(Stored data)
►

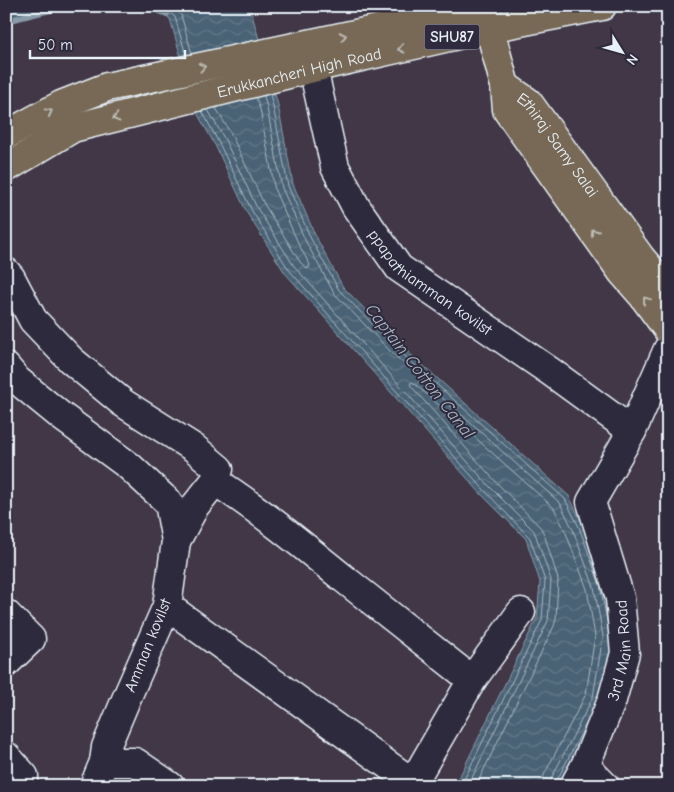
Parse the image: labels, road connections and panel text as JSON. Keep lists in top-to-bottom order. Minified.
{"streets":{"main road":["SHU87","Erukkancheri High Road","Ethiraj Samy Salai"],"street":["ppapathiamman kovilst","Amman kovilst","3rd Main Road"]},"crossings":[["SHU87","Erukkancheri High Road"],["SHU87","Ethiraj Samy Salai"],["SHU87","ppapathiamman kovilst"],["Erukkancheri High Road","ppapathiamman kovilst"],["ppapathiamman kovilst","3rd Main Road"]],"water":["Captain Cotton Canal"],"scale_bar":"50 m","north":"bottom right"}
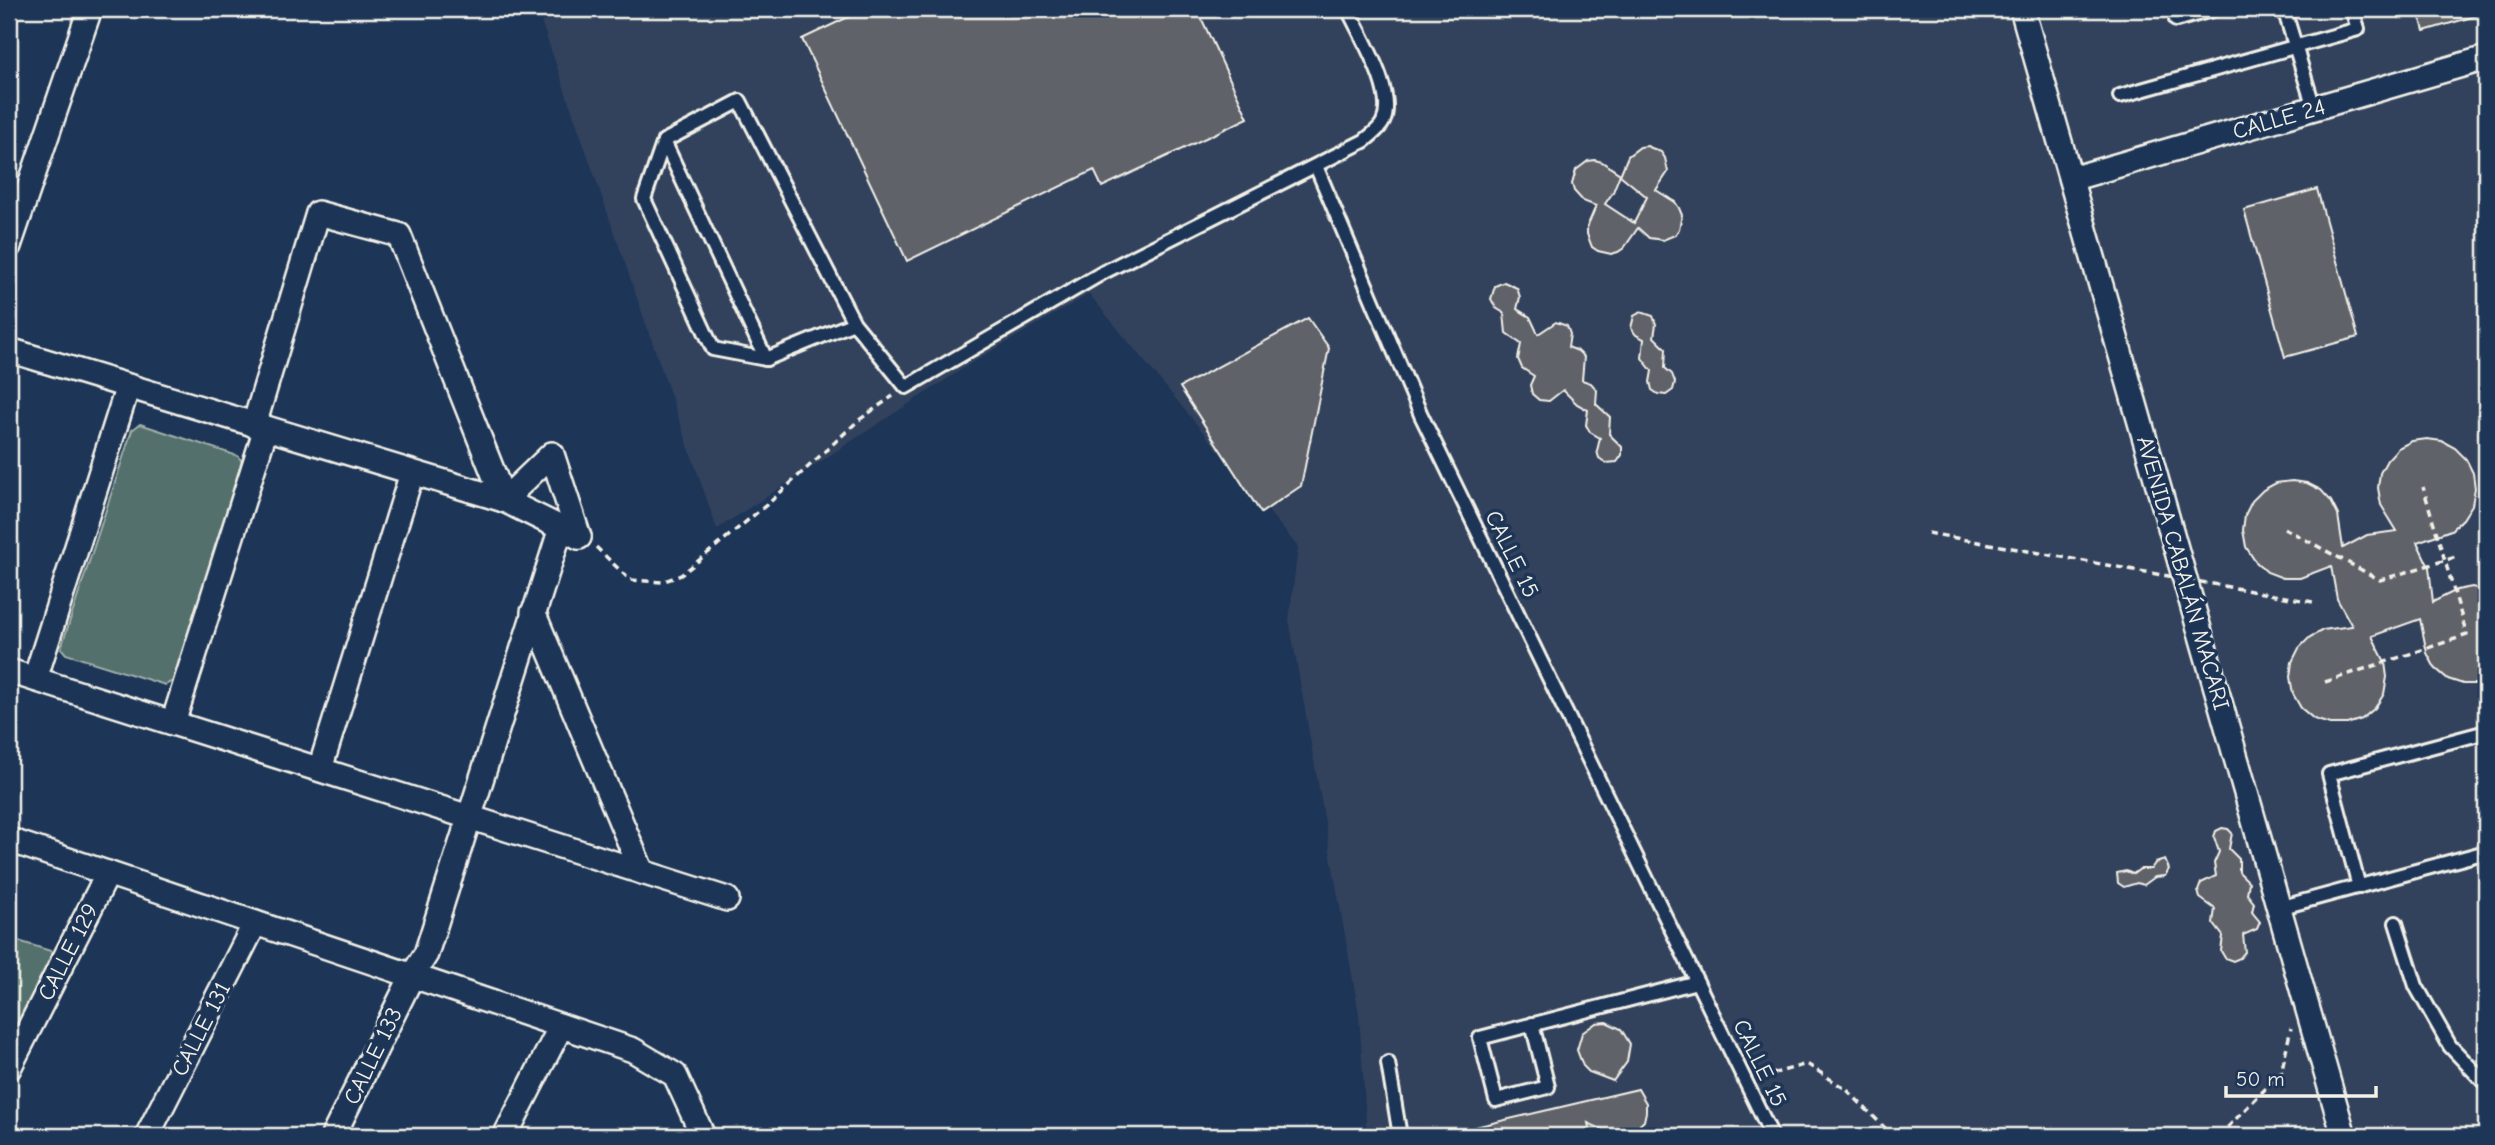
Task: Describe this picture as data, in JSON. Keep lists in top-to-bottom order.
{
  "streets": {
    "street": [
      "CALLE 24",
      "AVENIDA CABALÁN MACARI",
      "CALLE 129",
      "CALLE 131",
      "CALLE 133"
    ],
    "lane": ["CALLE 15"]
  },
  "crossings": [
    ["CALLE 24", "AVENIDA CABALÁN MACARI"]
  ],
  "scale_bar": "50 m"
}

◄

What to produce
All of the records above should be reproduced exactly, with the pictures left out.

Written solution
Parse the image: labels, road connections and panel text as JSON. Keep lists in top-to-bottom order. Minified.
{"streets":{"main road":["SHU87","Erukkancheri High Road","Ethiraj Samy Salai"],"street":["ppapathiamman kovilst","Amman kovilst","3rd Main Road"]},"crossings":[["SHU87","Erukkancheri High Road"],["SHU87","Ethiraj Samy Salai"],["SHU87","ppapathiamman kovilst"],["Erukkancheri High Road","ppapathiamman kovilst"],["ppapathiamman kovilst","3rd Main Road"]],"water":["Captain Cotton Canal"],"scale_bar":"50 m","north":"bottom right"}
Task: Describe this picture as data, in JSON. Keep lists in top-to-bottom order.
{
  "streets": {
    "street": [
      "CALLE 24",
      "AVENIDA CABALÁN MACARI",
      "CALLE 129",
      "CALLE 131",
      "CALLE 133"
    ],
    "lane": ["CALLE 15"]
  },
  "crossings": [
    ["CALLE 24", "AVENIDA CABALÁN MACARI"]
  ],
  "scale_bar": "50 m"
}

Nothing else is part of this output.